Most models of this device use a QWERTY keyboard and have two displays, one on the front of the device that the user can see and a second one on the reverse side that allows other people to read the messages. Besides mediating conversation between people, the device can also send and receive text messages, store notes and contacts and can act as a remote for other assistive technology devices. In addition, they have USB ports so can easily be hooked up to computers and even printers for completing work or surfing the internet.
Who Can Use One?
To use a Lightwriter a level of literacy is required so it is better suited to people over the age 6. However most come with predictive text features built in, so if someone struggles with spelling they may still be able to accurately convey their speech. Further to this anyone can set up ‘speed writing’ whereby a phrase used often can be vocalised by typing initials such as ‘HAGD’ in place of ‘Have a good day’. Some models feature different synthesised voices such as male, female and children and even different accents and languages so the Lightwriter is accessible to most people who have communication difficulties.

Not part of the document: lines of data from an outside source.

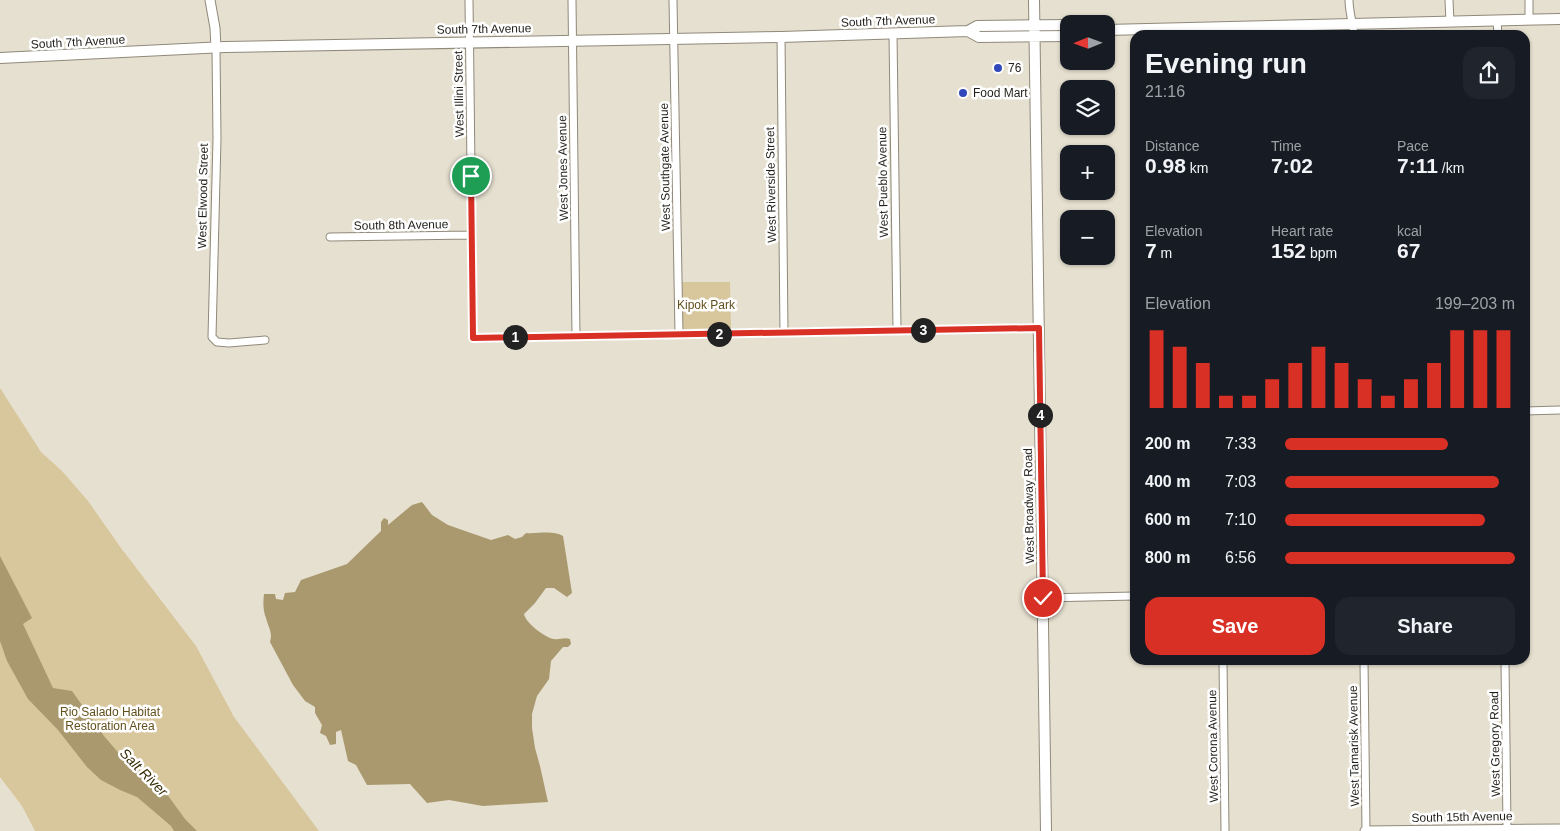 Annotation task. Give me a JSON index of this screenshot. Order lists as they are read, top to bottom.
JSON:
{
  "streets": {
    "main road": ["South 7th Avenue", "West Broadway Road"],
    "street": [
      "West Illini Street",
      "West Southgate Avenue",
      "West Jones Avenue",
      "West Pueblo Avenue",
      "West Riverside Street",
      "West Elwood Street",
      "South 8th Avenue",
      "West Gregory Road",
      "West Corona Avenue",
      "West Tamarisk Avenue",
      "South 15th Avenue"
    ]
  },
  "crossings": [
    ["South 7th Avenue", "West Illini Street"],
    ["South 7th Avenue", "West Southgate Avenue"],
    ["South 7th Avenue", "West Jones Avenue"],
    ["South 7th Avenue", "West Pueblo Avenue"],
    ["South 7th Avenue", "West Riverside Street"],
    ["South 7th Avenue", "West Elwood Street"],
    ["South 7th Avenue", "West Broadway Road"],
    ["West Illini Street", "West Jones Avenue"],
    ["West Illini Street", "South 8th Avenue"],
    ["West Gregory Road", "South 15th Avenue"],
    ["West Tamarisk Avenue", "South 15th Avenue"]
  ],
  "water": ["Salt River"],
  "parks": ["Kipok Park", "Rio Salado Habitat Restoration Area"],
  "places": ["76", "Food Mart"],
  "north": "left",
  "page": {
    "map_buttons": ["+", "−"],
    "heading": ["Evening run", "21:16"],
    "stats": [
      ["Distance", "0.98 km"],
      ["Time", "7:02"],
      ["Pace", "7:11 /km"],
      ["Elevation", "7 m"],
      ["Heart rate", "152 bpm"],
      ["kcal", "67"]
    ],
    "chart": ["Elevation", "199–203 m"],
    "pins": [
      "3",
      "2",
      "1",
      "4"
    ],
    "list": [
      {
        "name": "200 m",
        "note": "7:33"
      },
      {
        "name": "400 m",
        "note": "7:03"
      },
      {
        "name": "600 m",
        "note": "7:10"
      },
      {
        "name": "800 m",
        "note": "6:56"
      }
    ],
    "buttons": ["Save", "Share"]
  }
}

Unfortunately, mobility of the arms and hands is a must for using a Lightwriter, so it is unsuitable for those who have reduced mobility in these areas. However, some models have tremor control as well as different font sizes so people with sight problems or the shakes are still able to use them. At The Sequal Trust we understand that not every person is suited to certain technology, which is why we source suitable communication provisions based on individual assessments.
Many of our users claim that their lives have been hugely improved since they received their Lightwriters. Not only does it allow for communication amongst disabled people and their families, they also give a person more independence. Because the device is mobile, and the battery typically lasts a full day, whether you’re going to school or need to take a trip to the bank, the clear synthesised voice allows or users to complete everyday tasks with ease.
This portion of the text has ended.